WORK INSTRUCTIONS: Reproduce the records below exactly, but only between the lines holding "font-size:20px; font-style:normal; color:var(--muted)" and "fill:none; stroke-linecap:round; stroke-linejoin:round", inclusive.

DATASET CONTENT:
↓

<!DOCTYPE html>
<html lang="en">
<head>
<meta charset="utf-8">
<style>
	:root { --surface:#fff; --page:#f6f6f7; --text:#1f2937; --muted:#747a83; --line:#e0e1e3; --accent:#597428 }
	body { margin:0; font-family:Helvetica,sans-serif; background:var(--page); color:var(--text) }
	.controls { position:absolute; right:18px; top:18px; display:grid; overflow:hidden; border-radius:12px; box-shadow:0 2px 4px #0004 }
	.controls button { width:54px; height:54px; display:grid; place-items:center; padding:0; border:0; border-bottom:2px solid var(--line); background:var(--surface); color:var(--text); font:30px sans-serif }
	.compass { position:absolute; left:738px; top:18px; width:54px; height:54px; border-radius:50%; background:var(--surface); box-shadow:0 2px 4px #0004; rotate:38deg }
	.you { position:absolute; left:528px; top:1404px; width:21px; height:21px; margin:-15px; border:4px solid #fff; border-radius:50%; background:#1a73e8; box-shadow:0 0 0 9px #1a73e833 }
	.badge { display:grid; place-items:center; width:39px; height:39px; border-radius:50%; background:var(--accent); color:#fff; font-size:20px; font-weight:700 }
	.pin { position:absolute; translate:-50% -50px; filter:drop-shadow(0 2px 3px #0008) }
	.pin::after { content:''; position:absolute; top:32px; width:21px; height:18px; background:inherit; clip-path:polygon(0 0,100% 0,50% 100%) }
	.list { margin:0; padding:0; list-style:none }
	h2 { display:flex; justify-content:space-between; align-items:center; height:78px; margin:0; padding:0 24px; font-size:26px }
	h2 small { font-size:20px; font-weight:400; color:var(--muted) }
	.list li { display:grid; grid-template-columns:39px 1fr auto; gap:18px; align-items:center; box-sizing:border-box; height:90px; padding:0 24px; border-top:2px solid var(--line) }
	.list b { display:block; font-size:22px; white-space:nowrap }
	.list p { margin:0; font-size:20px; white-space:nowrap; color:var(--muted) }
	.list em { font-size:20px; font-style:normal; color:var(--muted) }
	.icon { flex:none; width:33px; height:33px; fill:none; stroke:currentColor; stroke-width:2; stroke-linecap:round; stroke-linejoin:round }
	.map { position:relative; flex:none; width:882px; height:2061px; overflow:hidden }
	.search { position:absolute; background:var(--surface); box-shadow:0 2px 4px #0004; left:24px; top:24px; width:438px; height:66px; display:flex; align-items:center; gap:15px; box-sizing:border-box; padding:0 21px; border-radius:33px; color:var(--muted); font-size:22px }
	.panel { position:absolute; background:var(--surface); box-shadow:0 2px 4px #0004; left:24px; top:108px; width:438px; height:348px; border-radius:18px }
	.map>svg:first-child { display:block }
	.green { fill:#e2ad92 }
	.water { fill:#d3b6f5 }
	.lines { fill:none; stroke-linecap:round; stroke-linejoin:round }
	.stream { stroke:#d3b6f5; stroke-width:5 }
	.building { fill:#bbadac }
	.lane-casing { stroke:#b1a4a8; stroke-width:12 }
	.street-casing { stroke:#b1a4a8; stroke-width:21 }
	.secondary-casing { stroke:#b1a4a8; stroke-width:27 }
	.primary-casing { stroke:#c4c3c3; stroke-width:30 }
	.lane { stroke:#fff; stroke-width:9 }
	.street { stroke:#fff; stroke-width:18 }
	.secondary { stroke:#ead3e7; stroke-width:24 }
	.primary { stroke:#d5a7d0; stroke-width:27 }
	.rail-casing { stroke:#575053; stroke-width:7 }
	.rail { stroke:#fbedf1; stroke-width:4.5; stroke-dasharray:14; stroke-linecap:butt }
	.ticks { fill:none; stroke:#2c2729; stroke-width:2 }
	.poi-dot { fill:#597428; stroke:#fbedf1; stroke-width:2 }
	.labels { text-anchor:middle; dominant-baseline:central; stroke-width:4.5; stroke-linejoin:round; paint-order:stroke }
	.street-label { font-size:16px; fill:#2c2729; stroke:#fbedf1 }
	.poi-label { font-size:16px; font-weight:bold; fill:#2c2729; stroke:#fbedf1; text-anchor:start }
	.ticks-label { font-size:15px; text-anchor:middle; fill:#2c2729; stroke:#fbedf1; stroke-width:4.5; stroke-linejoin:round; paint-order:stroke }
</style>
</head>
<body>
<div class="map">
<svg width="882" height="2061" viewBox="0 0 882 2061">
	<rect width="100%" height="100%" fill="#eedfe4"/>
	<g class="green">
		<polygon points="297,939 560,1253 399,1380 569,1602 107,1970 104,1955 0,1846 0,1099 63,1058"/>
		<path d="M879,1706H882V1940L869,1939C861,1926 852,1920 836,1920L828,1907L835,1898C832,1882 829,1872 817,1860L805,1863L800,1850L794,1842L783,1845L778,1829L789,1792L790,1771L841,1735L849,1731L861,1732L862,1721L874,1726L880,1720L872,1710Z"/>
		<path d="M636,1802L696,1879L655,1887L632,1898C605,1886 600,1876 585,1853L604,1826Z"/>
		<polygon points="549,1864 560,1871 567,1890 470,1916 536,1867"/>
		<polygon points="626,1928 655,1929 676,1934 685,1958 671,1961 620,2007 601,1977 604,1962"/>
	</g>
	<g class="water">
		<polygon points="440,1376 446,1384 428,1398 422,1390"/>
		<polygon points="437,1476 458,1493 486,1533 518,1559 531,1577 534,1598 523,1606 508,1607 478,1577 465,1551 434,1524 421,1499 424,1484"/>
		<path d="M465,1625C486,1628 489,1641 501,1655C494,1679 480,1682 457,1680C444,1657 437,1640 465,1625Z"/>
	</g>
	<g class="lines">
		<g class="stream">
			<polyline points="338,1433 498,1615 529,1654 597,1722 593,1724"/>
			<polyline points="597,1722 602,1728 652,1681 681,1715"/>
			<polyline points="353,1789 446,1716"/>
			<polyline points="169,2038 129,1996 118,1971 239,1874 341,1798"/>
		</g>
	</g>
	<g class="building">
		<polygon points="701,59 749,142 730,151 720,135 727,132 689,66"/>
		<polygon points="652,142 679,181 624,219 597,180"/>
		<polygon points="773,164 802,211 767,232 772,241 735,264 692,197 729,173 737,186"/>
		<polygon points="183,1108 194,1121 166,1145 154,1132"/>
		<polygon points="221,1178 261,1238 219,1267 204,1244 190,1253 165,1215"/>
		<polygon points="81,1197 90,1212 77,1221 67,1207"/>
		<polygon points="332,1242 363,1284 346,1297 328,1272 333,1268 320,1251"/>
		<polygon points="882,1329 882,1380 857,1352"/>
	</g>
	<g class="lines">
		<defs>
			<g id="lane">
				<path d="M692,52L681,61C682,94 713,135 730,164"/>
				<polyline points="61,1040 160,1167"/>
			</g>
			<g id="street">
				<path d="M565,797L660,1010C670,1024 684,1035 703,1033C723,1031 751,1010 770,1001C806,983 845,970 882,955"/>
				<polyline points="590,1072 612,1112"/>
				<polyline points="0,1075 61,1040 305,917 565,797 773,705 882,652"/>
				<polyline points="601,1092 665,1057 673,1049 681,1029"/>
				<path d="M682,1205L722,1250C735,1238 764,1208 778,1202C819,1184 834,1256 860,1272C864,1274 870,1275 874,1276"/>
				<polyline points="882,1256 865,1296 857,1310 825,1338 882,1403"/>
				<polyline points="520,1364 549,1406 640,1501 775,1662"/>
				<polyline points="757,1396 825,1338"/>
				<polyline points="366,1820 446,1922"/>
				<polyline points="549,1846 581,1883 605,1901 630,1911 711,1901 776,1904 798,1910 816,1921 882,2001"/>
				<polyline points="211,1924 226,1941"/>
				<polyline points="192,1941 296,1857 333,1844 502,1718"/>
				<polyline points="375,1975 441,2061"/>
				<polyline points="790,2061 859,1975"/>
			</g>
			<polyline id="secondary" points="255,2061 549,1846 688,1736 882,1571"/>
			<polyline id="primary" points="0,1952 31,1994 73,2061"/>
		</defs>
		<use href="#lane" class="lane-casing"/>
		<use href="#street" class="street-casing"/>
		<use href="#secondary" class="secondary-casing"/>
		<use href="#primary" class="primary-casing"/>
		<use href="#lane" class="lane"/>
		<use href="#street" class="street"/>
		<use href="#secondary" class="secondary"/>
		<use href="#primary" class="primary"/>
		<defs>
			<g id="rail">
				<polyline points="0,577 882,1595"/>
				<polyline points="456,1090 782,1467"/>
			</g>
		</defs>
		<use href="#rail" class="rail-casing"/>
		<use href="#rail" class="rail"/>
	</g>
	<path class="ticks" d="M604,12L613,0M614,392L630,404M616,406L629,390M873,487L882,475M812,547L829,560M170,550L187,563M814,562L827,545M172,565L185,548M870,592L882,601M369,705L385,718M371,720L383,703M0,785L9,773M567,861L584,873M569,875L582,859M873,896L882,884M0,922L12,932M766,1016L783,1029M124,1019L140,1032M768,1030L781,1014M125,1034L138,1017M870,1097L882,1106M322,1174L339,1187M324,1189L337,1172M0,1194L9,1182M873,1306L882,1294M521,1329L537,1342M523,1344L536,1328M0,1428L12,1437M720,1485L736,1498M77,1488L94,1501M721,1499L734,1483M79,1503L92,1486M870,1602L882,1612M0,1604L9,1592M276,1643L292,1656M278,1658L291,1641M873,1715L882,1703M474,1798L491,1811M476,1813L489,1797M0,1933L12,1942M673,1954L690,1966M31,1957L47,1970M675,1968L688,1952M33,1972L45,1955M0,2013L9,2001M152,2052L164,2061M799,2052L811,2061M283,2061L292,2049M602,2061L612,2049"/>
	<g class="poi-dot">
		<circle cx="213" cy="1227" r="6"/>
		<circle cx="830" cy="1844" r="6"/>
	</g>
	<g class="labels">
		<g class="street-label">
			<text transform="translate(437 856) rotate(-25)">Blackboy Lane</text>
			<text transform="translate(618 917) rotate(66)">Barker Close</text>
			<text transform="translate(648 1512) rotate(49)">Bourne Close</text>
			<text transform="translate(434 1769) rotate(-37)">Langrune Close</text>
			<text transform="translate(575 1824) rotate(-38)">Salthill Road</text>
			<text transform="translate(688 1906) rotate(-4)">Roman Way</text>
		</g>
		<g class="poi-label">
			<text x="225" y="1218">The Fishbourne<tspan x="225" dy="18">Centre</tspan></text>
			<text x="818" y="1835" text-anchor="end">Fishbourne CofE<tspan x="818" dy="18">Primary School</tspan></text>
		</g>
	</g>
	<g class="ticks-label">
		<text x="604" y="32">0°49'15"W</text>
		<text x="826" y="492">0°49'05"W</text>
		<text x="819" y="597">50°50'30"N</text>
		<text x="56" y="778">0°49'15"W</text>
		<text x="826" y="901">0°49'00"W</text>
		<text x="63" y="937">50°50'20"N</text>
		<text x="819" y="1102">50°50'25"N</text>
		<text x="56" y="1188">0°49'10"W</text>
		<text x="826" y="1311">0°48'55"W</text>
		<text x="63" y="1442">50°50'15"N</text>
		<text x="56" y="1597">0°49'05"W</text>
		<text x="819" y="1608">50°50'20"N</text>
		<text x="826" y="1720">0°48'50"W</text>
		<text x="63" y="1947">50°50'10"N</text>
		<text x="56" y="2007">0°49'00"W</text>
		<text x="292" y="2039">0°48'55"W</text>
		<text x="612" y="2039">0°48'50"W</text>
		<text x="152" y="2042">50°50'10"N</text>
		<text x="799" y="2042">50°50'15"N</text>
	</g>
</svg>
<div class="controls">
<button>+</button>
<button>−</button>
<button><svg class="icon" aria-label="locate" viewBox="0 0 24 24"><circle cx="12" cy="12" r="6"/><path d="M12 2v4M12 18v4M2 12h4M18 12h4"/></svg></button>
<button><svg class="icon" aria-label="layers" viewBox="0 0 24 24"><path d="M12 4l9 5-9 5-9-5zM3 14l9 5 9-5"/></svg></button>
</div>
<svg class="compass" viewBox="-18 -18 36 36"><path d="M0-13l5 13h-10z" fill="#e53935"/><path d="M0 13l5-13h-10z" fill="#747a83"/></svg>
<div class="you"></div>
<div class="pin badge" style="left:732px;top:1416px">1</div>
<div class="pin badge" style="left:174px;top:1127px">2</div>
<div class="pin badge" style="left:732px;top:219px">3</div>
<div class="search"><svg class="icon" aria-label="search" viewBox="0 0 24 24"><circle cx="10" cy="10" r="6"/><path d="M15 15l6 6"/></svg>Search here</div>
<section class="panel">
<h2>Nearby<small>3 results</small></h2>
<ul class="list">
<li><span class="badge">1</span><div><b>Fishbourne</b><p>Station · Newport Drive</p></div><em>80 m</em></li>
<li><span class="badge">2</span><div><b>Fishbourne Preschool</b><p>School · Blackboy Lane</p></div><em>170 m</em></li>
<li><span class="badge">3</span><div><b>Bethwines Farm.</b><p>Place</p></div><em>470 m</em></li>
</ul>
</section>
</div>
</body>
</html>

↑

SOLUTION TO THE PROBLEM:
	.list em { font-size:20px; font-style:normal; color:var(--muted) }
	.icon { flex:none; width:33px; height:33px; fill:none; stroke:currentColor; stroke-width:2; stroke-linecap:round; stroke-linejoin:round }
	.map { position:relative; flex:none; width:882px; height:2061px; overflow:hidden }
	.search { position:absolute; background:var(--surface); box-shadow:0 2px 4px #0004; left:24px; top:24px; width:438px; height:66px; display:flex; align-items:center; gap:15px; box-sizing:border-box; padding:0 21px; border-radius:33px; color:var(--muted); font-size:22px }
	.panel { position:absolute; background:var(--surface); box-shadow:0 2px 4px #0004; left:24px; top:108px; width:438px; height:348px; border-radius:18px }
	.map>svg:first-child { display:block }
	.green { fill:#e2ad92 }
	.water { fill:#d3b6f5 }
	.lines { fill:none; stroke-linecap:round; stroke-linejoin:round }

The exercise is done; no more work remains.